Nicolas Donin & François-Xavier Féron: Tracking the Creative Process in (Stefano Gervasoni’s) Music

Please note that lunch is provided at this talk.

ABSTRACT:

What does the day-to-day, or bar-to-bar, creative labour of composers look like? We know a lot about musical pieces and compositional techniques, but not so much about the activity of music composition. As various papers from the “Tracking the Creative Process in Music” conference show, there is a growing interest in finding appropriate methodologies to question the practical as well as cognitive aspects of this activity. We will discuss samples of the methodologies and results displayed in our recent work on Stefano Gervasoni and the composition of Gramigna (2009–). The creative process of Gramigna was documented not only via retrospective monitoring based on a close reading of drafts and sketches, but through data collection during composition as well. The resulting data is highly suited to questioning various aspects of compositional cognition: for example, generation and use of rules, filling in the score in course of writing, decisions about ending or restarting a process, etc.
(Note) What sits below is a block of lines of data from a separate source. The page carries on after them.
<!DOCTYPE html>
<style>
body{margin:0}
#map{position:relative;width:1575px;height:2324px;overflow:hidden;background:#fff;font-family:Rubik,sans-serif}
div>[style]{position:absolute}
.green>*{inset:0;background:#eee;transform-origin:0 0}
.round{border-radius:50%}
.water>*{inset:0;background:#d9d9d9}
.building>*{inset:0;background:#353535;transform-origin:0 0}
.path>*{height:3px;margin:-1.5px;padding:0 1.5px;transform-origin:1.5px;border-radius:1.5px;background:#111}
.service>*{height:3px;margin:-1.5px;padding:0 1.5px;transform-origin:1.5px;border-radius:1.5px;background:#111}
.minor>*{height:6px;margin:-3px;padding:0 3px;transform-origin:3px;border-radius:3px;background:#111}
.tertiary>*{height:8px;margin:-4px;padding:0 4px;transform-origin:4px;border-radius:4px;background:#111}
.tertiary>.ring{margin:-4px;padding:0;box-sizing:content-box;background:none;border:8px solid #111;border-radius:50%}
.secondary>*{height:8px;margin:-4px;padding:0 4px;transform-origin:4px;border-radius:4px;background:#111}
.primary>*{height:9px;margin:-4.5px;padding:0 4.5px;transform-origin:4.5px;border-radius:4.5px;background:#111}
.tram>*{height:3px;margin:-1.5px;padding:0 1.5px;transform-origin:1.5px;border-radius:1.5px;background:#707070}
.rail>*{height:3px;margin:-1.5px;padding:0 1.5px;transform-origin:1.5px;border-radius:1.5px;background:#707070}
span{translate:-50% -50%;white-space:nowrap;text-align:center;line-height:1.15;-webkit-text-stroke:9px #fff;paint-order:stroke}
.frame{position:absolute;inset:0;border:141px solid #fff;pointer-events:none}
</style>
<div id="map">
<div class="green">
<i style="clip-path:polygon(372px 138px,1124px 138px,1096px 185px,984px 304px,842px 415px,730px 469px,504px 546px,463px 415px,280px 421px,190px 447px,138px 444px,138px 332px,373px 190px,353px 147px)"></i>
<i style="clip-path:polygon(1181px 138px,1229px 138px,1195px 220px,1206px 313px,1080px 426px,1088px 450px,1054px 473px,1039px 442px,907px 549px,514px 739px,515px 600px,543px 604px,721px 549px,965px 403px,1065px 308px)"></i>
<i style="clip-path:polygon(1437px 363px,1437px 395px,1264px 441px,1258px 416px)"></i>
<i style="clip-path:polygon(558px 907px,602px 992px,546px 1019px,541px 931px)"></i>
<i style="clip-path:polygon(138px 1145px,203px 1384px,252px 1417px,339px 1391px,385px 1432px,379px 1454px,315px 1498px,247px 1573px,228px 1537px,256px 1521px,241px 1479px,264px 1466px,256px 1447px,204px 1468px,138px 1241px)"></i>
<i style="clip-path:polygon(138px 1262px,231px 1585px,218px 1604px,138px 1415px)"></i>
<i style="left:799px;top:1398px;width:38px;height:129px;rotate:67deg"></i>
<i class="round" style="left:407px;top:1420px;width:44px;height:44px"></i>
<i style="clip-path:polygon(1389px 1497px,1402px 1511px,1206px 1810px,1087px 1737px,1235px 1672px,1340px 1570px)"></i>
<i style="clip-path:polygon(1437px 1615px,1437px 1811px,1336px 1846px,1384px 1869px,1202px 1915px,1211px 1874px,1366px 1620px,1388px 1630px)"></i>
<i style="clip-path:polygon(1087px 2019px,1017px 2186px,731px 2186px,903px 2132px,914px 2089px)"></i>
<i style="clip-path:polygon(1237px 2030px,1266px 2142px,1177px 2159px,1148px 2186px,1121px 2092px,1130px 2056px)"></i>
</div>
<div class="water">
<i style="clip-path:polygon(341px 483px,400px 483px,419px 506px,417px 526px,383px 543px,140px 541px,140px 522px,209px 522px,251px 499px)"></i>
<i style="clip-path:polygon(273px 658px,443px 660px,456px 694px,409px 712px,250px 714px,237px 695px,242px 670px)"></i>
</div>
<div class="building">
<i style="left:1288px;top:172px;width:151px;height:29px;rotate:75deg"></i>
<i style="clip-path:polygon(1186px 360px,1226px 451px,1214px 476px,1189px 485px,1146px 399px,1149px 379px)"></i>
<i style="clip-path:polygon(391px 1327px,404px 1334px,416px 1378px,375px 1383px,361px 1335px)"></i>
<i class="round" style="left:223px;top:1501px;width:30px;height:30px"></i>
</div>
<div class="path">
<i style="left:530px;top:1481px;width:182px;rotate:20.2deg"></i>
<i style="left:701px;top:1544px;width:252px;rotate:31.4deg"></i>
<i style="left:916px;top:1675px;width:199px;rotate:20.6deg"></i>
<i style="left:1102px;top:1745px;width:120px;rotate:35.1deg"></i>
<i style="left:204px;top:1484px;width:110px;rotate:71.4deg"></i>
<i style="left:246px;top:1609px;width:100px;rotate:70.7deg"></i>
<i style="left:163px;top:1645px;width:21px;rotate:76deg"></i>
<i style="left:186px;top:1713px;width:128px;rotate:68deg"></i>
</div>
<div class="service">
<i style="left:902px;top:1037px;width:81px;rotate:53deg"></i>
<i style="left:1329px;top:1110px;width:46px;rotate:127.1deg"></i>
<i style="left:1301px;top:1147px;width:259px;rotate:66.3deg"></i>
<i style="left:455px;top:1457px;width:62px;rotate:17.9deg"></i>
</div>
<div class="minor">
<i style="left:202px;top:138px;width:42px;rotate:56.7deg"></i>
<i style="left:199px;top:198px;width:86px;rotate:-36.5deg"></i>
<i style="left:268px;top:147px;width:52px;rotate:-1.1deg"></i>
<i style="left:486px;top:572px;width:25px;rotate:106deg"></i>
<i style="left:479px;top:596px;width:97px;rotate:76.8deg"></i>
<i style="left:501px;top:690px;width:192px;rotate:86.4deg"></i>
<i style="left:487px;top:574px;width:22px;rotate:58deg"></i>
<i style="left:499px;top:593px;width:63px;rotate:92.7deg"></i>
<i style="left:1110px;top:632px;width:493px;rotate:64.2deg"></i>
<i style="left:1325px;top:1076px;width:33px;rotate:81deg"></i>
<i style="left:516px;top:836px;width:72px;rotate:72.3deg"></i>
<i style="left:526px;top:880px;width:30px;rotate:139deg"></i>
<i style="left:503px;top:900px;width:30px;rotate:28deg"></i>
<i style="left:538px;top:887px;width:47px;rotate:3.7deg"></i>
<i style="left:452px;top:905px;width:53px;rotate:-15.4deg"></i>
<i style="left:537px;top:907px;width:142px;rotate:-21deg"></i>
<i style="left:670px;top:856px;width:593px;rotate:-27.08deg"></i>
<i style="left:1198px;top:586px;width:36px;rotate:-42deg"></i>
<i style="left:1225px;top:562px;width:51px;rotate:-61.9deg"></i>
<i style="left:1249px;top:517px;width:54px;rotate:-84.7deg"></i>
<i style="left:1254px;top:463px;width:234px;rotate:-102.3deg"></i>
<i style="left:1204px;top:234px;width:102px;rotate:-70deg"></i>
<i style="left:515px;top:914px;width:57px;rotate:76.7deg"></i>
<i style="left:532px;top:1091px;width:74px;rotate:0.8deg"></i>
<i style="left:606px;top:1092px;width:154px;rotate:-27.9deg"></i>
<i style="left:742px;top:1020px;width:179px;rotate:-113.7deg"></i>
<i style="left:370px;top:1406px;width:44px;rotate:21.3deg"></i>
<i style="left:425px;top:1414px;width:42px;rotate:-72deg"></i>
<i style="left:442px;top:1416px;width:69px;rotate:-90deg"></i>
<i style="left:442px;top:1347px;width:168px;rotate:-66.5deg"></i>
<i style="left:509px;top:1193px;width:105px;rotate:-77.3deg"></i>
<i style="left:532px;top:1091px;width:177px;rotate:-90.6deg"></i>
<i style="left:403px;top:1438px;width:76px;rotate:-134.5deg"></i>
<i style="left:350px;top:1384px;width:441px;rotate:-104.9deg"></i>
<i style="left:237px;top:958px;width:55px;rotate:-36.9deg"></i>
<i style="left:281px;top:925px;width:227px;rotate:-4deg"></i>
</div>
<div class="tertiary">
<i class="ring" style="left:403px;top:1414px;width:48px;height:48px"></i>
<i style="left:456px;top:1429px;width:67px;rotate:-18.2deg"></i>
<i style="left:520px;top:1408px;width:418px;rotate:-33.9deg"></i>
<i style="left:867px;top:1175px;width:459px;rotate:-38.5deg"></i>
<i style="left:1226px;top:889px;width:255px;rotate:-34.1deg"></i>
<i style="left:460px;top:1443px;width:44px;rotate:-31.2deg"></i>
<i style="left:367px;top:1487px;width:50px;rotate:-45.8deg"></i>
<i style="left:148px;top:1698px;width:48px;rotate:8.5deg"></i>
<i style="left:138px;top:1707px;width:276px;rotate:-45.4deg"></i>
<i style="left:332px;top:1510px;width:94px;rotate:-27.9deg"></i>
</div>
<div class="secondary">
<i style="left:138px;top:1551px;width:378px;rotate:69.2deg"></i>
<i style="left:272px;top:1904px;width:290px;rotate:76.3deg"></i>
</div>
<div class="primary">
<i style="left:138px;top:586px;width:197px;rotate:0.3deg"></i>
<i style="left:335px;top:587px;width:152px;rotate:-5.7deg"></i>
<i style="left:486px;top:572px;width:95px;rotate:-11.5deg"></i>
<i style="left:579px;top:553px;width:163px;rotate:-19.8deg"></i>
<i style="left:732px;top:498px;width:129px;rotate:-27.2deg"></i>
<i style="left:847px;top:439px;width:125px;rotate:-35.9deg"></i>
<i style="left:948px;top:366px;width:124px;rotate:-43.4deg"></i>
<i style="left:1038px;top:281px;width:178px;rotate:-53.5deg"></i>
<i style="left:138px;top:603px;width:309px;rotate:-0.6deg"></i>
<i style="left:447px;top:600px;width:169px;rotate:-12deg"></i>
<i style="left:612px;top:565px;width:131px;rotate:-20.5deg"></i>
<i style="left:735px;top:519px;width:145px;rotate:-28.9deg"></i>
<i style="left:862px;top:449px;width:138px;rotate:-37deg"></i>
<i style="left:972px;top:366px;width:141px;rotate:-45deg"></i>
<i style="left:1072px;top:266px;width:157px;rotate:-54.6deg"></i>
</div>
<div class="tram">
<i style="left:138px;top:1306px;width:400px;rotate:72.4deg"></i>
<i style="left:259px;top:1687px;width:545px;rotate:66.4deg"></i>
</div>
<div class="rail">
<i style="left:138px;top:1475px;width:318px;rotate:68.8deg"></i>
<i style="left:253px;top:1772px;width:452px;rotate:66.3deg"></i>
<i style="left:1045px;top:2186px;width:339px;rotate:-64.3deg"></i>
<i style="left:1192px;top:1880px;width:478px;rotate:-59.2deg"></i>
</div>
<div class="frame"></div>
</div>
ABOUT FRANÇOIS-XAVIER FÉRON

François-Xavier Féron has a Master’s degree (university Paris VI-IRCAM) in musical acoustics and a PhD in musicology (university Paris IV). His PhD thesis, defended in 2006, focuses on the impact auditory illusions have had upon the field of musical creation. After teaching at the university of Nantes (2006-2007), he was a postdoctoral researcher in psychoacoustics at the Centre for Interdisciplinary Research in Music Media and Technology (McGill University) where he studied perception of auditory rotational sound sources (2008-2009). He then joined the team Analyse des Pratiques Musicales at IRCAM as a postdoctoral fellow within the MuTeC project (2009-2011) – which aims to study the creative process in music –, then the GEMME project (2012-2013) – which examines the use of gestures in contemporary music. Since October 2013, as a research fellow at the National Center for Scientific Research, he has been working at the LaBRI (Bordeaux) and IRCAM. F.-X. Féron received two grants from the Paul Sacher Foundation to study the genesis of Gérard Grisey’s cycle Les espaces acoustiques (1974-1985). His researches focus on the interaction between music and acoustics and have been published in Analyse musicale, Journal of the Acoustical Society of America, L’éducation musicale, Genesis, Découverte, Intermédialités, Filigrane, Contemporary Music Review, Musicae Scientiae and the collective work Giacinto Scelsi (1905-1988) aujourd’hui (Paris: CDMC, 2008).

ABOUT NICOLAS DONIN

Nicolas Donin is a musicologist at IRCAM, where he founded and directs the team “Analyse des pratiques musicales” within the laboratory “Sciences et technologies de la musique et du son” (IRCAM–CNRS–UPMC). His research deals with works, practices, and musical aesthetics through a double approach: the historical study of contemporary music since the end of the nineteenth century, and empirical musicology in collaboration with composers, interpreters, and listeners of today. As part of this research program, he has realized studies on the beginnings of musical analysis in France, the aesthetics of Schoenberg, and on the creative process of various contemporary musicians. He has also contributed to the development of computer technology for musicology (tools for multimedia publication and assisted musical analysis). He is the author of numerous publications in the field of musicology as well as the humanities and social sciences. He recently co-edited (with Rémy Campos) the volume L’analyse musicale, une pratique et son histoire (Genève, 2009), and (with Laurent Feneyrou) Théories de la composition musicale au xxe siècle.